Les hostilités débutèrent dès que, à travers le brouillard, la vigie du vaisseau de Tor Yvresse distingua les contours bien trop familiers d’un reaver druchii. La baliste serre d’aigle fut immédiatement pointée en direction de leurs cousins honnis et tous adressaient des prières aux dieux avant l’affrontement imminent. Les balistaires, cependant, brûlaient tout autant de l’instinct meurtrier ambiant et décidèrent cette fois-ci de se surpasser en essayant d’abattre le navire ennemi avant même qu’il ne se rapprochât. Le trait unique fusa, un craquement se fit entendre, suivi d’un gémissement étouffé : nettement visible dans l’opacité déclinante, le mât principal du reaver s’affaissa ; des cris de se firent entendre de loin.

     Puis, deux détonations claquèrent sèchement dans la quiétude du jour déclinant : Alicia avait installé quatre canons au bord du reaver : deux sur les flancs et deux à l’avant, n’hésitant pas à malmener le bastingage sur la proue pour aménager les fenêtres de tir. Les canonniers recrutés à bord de l’Emmanuelle, qui suivait non loin, firent leur office.

     L’un des boulets perfora le château arrière du vaisseau ulthuanien ; l’état-major entendit des cris à l’étage inférieur. Des paroles incrédules furent échangées : les druchii s’étaient-ils abaissés à user d’armes à poudre, désormais ?!
     Le vaisseau vira de bord et se retrouva bientôt à quelques dizaines de coudées du reaver, leurs flancs se faisant face mais les équipages toujours incapables de distinguer les visages ennemis d’en-face. Alicia, qui avait installé une torche à l’arrière du reaver et ordonné le même procédé pour la proue de l’Emmanuelle, savait qu’avec la puissance de feu de cette dernière, ils avaient l’avantage. L’inquisitrice avait repoussé dans un coin de son esprit toute considération quant à l’identité claire de leurs ennemis : ils avaient tiré sans sommation, ils récolteraient ce qu’ils semaient.
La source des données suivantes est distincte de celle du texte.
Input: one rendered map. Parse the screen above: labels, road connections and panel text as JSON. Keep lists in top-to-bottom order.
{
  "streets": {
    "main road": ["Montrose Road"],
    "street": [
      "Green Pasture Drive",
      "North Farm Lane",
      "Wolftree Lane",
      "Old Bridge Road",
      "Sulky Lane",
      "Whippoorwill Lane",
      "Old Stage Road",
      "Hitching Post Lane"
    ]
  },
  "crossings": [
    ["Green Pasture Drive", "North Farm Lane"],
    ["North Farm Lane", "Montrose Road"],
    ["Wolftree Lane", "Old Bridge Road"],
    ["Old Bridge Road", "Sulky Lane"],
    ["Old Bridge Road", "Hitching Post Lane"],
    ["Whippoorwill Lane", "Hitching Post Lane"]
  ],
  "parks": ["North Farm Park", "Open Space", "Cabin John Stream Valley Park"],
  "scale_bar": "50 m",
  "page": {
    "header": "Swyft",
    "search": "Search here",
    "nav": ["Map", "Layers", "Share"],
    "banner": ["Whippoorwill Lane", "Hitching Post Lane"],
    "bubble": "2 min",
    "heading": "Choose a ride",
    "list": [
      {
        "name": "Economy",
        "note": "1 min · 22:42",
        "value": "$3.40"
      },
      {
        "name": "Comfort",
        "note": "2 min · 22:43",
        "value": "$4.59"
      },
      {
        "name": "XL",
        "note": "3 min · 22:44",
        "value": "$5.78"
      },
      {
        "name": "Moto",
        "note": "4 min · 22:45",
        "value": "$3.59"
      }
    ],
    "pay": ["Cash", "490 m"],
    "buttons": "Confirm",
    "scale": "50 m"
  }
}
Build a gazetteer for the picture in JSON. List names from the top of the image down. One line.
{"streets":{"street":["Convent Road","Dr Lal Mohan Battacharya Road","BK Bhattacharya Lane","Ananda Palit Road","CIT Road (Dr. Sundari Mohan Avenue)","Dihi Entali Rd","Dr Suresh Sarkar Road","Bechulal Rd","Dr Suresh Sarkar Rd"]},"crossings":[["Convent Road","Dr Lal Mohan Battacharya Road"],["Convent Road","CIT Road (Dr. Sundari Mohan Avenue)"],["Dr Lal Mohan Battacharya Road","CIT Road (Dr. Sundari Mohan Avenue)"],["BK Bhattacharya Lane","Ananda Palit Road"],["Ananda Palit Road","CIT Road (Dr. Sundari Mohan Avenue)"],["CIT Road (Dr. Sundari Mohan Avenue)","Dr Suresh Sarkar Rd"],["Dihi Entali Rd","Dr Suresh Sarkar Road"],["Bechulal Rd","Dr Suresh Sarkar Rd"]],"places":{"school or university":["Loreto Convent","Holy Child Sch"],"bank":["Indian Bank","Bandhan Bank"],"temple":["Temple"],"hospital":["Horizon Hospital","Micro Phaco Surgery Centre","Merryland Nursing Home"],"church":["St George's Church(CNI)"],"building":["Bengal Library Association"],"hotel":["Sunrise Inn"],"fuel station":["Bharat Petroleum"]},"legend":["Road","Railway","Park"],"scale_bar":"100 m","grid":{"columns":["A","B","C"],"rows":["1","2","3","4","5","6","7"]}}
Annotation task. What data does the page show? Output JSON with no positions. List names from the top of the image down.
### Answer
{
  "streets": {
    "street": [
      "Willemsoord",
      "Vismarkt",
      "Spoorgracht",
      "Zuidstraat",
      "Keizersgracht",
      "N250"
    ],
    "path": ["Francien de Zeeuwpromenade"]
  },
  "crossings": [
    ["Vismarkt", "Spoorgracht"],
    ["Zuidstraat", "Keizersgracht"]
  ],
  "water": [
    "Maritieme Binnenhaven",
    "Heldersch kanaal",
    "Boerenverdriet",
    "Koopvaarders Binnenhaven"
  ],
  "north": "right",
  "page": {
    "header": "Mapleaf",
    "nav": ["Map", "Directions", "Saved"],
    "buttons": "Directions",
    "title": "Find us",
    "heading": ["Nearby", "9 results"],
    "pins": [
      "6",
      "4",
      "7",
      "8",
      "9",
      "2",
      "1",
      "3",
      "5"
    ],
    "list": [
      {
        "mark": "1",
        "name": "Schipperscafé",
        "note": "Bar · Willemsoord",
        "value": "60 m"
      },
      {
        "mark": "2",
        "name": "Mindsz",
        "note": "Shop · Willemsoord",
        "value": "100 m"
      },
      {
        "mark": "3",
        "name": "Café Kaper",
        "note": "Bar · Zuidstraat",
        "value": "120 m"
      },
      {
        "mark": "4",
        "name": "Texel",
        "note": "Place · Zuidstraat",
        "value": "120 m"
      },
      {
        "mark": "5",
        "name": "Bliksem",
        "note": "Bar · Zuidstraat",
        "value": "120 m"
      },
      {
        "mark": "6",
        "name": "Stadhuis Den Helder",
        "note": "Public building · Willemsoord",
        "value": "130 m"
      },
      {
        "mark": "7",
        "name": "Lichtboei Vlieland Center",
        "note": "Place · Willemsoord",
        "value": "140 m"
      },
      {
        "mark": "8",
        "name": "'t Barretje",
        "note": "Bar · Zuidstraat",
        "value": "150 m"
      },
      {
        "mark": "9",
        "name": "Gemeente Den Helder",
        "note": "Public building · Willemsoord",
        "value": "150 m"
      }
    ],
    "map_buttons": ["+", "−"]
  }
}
À bord de l’Emmanuelle, Helmut Markus Heldenhame aperçut également la silhouette du vaisseau qui se rapprochait d’eux en biais, désormais. Il n’aimait guère ce qu’il voyait mais n’avait nullement l’intention de subir un deuxième fiasco d’affilée : les sabords de l’Emmanuelle, portant toujours les séquelles de leur combat contre les morts-vivants, s’ouvrirent.
     De seconde en seconde, le vaisseau se rapprochait et le commandant s’apprêta à donner le signal aux canonniers. Ses yeux s’écarquillèrent lorsqu’il distingua enfin la proue du vaisseau. Puis, des bannières à son bord. Il savait peu, très très peu sur les haut elfes mais ce qu’il savait lui suffisait pour savoir les distinguer des elfes noirs, ennemis jurés de l’Empire.
     « Commandant !
     - Attendez !
     - Commandant, ils vont être sur nous !!
     - Ne tirez pas, vous m’entendez ?! Ne tirez pas !! »
     Helmut accourut sur le pont depuis la dunette arrière ; il commettait peut-être la plus grave erreur de sa vie et ses tripes lui hurlaient quant au danger auquel il s’exposait. Par Sigmar, devait-il tirer sur un navire…
     « Tirez ! Feu ! FEU !! »
     Le souvenir qu’eux-mêmes faisaient usage d’un navire ennemi l’aiguilla sur un possible et ignoble subterfuge tendu par leurs ennemis. Il sentait son sang battre dans ses tempes alors que le tonnerre des canons inonda son ouïe. Si c’étaient des elfes noirs à bord d’un navire asur, il devait absolument prendre la décision qui imposait de parer à cette éventualité. Et puis, quand bien même s’agissait-il de leurs alliés d’Ulthuan, savait-on seulement leurs intentions véritables ici, loin de leurs palais et de leurs intentions paternalistes…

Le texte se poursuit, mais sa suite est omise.